• Depuis longtemps, j’avais eu cette intuition d’un grand chambardement. Une vague qui submergerait silencieusement l’humanité, sans qu’on sache la nommer. Un sentiment qui vous traverse l’esprit le temps d’un flash et puis laisse une trace ténue mais persistante. Une rémanence. Un truc qui revient sans qu’on y pense, mais qui obsède à force.

    J’avais cru en trouver les premières formulations sous la plume de Saint Exupéry, quand il fait parler la rose au sujet des hommes « qui manquent de racines » et que « ça les gêne beaucoup ». Bien sûr, dit de cette façon, ça limitait mon idée au débat sur la dualité nomade / sédentaire, qui est un sujet qu’on ne peut pas partager sans retenue. Car comme l’humour, on ne peut pas évoquer les sujets sérieux avec tout le monde. Et puis l’actualité des misérables qui fuient la guerre et dont personne ne veut dans son jardin focalise le débat et le restreint à l’émotion du moment. On passe si rapidement pour réactionnaire, de nos jours…

    Ça m’est revenu l’autre jour que j’attendais un ami à une station de vélo « en partage ». Des gens sur cette terre envisagent – réalisai-je soudain v– leur portion de chemin dans la vie sur un vélo quelconque, qui ne leur appartient pas. Un objet laid, qui plus est. Pareil pour les habitations : on partage. Marre de ce fauteuil club de Grand père ? leboncoin.fr ! Qu’importe puisque l’important désormais, c’est l’usage, pas la propriété. L’argent ? Emprunt à taux zéro ou mensualité sans engagement. Libido en berne ? Sites de rencontre. Cuisiner ? Se soigner ? Devenir expert en vins ? En football ? En littérature ? En art moderne ?

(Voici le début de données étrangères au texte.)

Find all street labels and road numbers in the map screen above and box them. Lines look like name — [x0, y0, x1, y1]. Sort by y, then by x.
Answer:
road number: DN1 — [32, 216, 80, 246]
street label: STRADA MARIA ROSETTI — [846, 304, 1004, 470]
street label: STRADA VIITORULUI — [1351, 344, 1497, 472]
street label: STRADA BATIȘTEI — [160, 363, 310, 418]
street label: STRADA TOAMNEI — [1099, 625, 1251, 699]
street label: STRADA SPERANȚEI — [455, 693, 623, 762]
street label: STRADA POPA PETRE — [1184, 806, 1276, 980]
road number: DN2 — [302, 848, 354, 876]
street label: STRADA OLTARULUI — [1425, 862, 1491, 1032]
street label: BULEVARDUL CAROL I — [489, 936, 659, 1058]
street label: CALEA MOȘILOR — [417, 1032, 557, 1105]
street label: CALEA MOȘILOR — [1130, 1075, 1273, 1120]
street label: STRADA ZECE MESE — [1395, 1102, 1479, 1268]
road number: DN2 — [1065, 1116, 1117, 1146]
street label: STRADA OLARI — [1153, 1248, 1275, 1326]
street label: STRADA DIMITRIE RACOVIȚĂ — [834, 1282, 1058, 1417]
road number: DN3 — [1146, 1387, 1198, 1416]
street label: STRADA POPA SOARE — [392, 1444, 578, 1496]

    Nous entrons dans une ère de la fluidité où il importe davantage d’être flexible, sans poids, transparent, sans matière, sans attaches. Ce qui compte désormais, c’est la surface où il convient de surfer, léger. L’humanité devient quantique. Nulle part. Elle est un champ dématérialisé. La profondeur des choses, accessible par le travail la peine ou par l’ennui profond importe peu désormais.

    « Les barbares » d’Alessandra BARICCO est un livre qui faut lire. Sans doute le plus important après « Vivre et penser comme des porcs » de Gilles CHATELET.